Labour minister Chris Ngige threatens striking resident doctors with no work no pay

HEALTH minister Dr Chris Ngige has threatened Nigerian doctors who are currently embarking on industrial action to protest the fact that they are owed salary arrears and Covid-19 hazard payments with no pay unless they return to work immediately.

 

On Thursday April 1, Nigeria's National Association of Resident Doctors (Nard) began an indefinite strike nationwide following the expiration of a 60-day ultimatum to the federal government to pay their members salary arrears and Covid-19 hazard allowances. Faced with a hectic workload as a result of the coronavirus pandemic, medical house officers across Nigeria have had a very tough year and as a result have asked to be well remunerated for their heavy workload.

 

They had asked that the government clear their backlog of salary arrears as well as pay them an agreed Covid-19 hazard allowance as is the practice everywhere else worldwide. Nard and the federal government agreed a meagre N5,000 hazard allowance but even this has not been paid, so following an extraordinary national executive council meeting in Abuja, the union decided it had no option but to call for industrial action.

 

Responding to their industrial action, Dr Ngige has threatened to invoke the no work, no pay rule during an recent interview on Channels Television.
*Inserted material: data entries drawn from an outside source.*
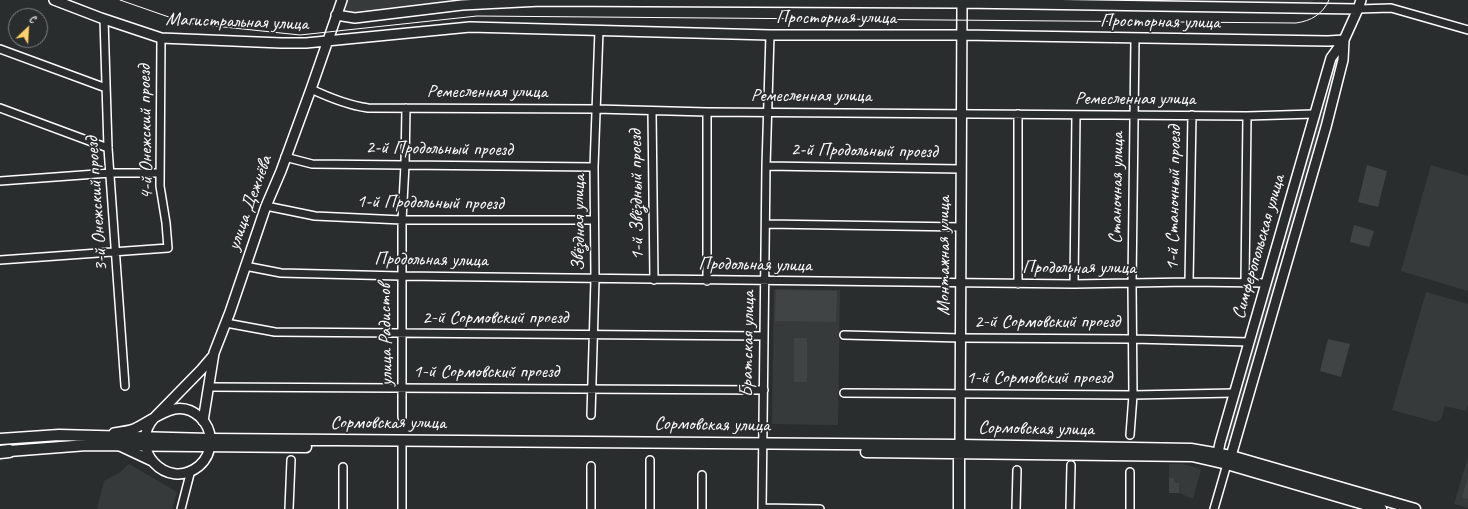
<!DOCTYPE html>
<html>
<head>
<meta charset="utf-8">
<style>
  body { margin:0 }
  #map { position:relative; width:1468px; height:509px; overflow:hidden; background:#2a2d2e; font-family:Caveat,sans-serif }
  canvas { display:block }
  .north { position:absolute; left:8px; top:8px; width:40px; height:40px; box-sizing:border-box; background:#2a2d2e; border:1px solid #7f8182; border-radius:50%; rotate:25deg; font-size:11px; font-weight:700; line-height:16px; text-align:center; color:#fff }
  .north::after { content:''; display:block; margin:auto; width:14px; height:18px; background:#ffd166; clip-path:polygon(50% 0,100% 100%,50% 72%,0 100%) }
</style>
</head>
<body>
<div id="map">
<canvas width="1468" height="509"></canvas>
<div class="north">С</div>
</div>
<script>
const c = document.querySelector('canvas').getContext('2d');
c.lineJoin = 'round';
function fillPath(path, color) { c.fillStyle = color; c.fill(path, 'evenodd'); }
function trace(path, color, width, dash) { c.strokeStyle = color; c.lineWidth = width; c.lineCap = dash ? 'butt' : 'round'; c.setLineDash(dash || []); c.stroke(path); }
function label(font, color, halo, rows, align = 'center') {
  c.font = font + ' Caveat,sans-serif'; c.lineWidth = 3.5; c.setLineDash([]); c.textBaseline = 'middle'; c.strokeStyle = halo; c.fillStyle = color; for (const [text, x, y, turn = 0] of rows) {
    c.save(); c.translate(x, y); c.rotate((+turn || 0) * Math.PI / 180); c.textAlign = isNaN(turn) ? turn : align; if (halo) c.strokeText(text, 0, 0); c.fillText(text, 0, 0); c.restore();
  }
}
fillPath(new Path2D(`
  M348,0H493L357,12L344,10Z
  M1023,0H1315L1310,2Z
  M1431,165L1468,176V291L1401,271Z
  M774,289L840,290L838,425L772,424Z
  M1426,292L1468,304V404L1466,411L1445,406L1441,419L1436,422L1392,410Z
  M1468,457V508L1454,504Z
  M129,464L177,492L172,509H97L104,481L119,473Z
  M1169,464H1183L1201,469L1193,499L1179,493H1169Z`), '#373a3b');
fillPath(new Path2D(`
  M1336,64L1339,67L1287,247L1285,250L1281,248V246L1333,65Z
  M1367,165L1387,171L1378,207L1358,202Z
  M1354,225L1374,231L1369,247L1350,242Z
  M1277,266L1280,269L1231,442L1225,441L1275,268Z
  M776,290L837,291L836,322L775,321Z
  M794,338H807V382H794Z
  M1328,339L1350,344L1341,377L1320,371Z
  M1468,477V499L1462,497Z
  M1169,478H1174V483H1179V493H1169Z`), '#414445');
const minor = new Path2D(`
  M1358,9L1391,8L1468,30
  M104,19L108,148L125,386
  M0,49L106,88
  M311,89C330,98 347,105 368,108L596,109L707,112L1247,116L1314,114
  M0,108L108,148
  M652,111L654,280
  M1018,114V284
  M285,157L312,164L594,167
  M766,166L961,169
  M0,181L110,173H160
  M266,206L315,216L402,220H594
  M766,224L961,227
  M0,260L168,248L166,223L160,186L161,38
  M245,266L281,273L401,276L1074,284L1189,282L1266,283
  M707,281V112
  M1189,282L1192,115
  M1245,283L1247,116
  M1074,284L1076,115
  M226,323L275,332L764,336
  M844,335L961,338L1133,339L1249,342
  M209,387L764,390
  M844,393L1133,395L1234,393
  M591,415L595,279L594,167L599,30
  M402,417V220L405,165L406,108
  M1130,435L1133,395L1132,284L1135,38
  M762,508L820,509
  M181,509L191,470
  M289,509L291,460
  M343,509V467
  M402,509V441
  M591,509V466
  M650,509V460
  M702,509V475
  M762,509L766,166L770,35
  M1016,509L1017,470
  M1070,509L1071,465
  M1130,509V472
  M1214,509L1227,464`);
const tertiary = new Path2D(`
  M54,0L101,18L161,38L281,43H306L470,27L770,35H962L1328,41L1344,40
  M336,15L355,18L462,5L541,1L962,3L1358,9
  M1344,40L1343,60L1326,127L1231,456L1227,464L1218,453L1220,443L1331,58L1344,40L1358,9L1361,0
  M203,421L214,353L230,312L266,206L281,171L311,89L342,0
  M114,433C121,432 128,431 134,429C156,419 177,396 200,417C207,424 211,433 210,442C210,451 206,460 199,466C167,492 126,448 155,417L201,370L213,356
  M960,445L962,3
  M120,446L152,461`);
const secondary = new Path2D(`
  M0,439L59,435L210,439L960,445L1191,449L1231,456L1415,509
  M9,451L87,445L306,447
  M866,452L1192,456L1227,464L1381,509
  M959,509V447`);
const trunk = new Path2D(`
  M0,452L9,451`);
trace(minor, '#fff', 10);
trace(tertiary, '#fff', 12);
trace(secondary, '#fff', 13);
trace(trunk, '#fff', 15);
trace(minor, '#2a2d2e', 7);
trace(tertiary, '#2a2d2e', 9);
trace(secondary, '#2a2d2e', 10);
trace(trunk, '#2a2d2e', 12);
trace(new Path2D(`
  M120,0L186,23L300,35L477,16L1296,23C1311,21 1323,14 1329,0`), '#fff', 1);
label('19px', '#fff', '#2a2d2e', [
  ["Просторная улица",836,18],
  ["Магистральная улица",237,22,2],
  ["Просторная улица",1160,22,1],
  ["Ремесленная улица",487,92],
  ["Ремесленная улица",811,96],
  ["Ремесленная улица",1135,99],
  ["4-й Онежский проезд",146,132,-91],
  ["2-й Продольный проезд",439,149,1],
  ["2-й Продольный проезд",864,151,1],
  ["Станочная улица",1117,188,-89],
  ["1-й Звёздный проезд",637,195,-91],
  ["1-й Станочный проезд",1174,198,-89],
  ["улица Дежнёва",250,203,-70],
  ["1-й Продольный проезд",430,203,1],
  ["3-й Онежский проезд",97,204,-94],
  ["Звёздная улица",579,223,-90],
  ["Симферопольская улица",1259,247,-74],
  ["Монтажная улица",944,256,-90],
  ["Продольная улица",431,260,1],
  ["Продольная улица",755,265,1],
  ["Продольная улица",1079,268],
  ["2-й Сормовский проезд",495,318],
  ["2-й Сормовский проезд",1047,322],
  ["улица Радистов",386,335,-91],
  ["Братская улица",748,344,-89],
  ["1-й Сормовский проезд",486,372],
  ["1-й Сормовский проезд",1039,378],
  ["Сормовская улица",388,423],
  ["Сормовская улица",712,425,1],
  ["Сормовская улица",1036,429,1]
]);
</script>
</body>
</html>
By Nigerian law, while workers unions are on strike, their members are still entitled to their full salaries.

 

Dr Ngige said: “By Tuesday, I will invite them back but if they become recalcitrant, there are things I can do. There are weapons in the labour laws I will invoke them. There is no work, no pay.”

 

Although the government has threatened striking workers with the no work no pay rule in the past, it was rarely implemented and when done, was often reversed after the strike was called off or suspended. While decrying the meagre N5,000 allowance paid to its members, Nard also noted that since the Covid-19 pandemic began in 2020, it has lost 17 doctors, whose families and loved ones were yet to benefit from the Death in Service Insurance Scheme.

 

To make matters worse, President Muhammadu Buhari is currently receiving private medical treatment abroad in the UK. His presence in London has caused widespread anger across Nigeria, with diasporans protesting outside Abuja House, the official residence of the high commissioner.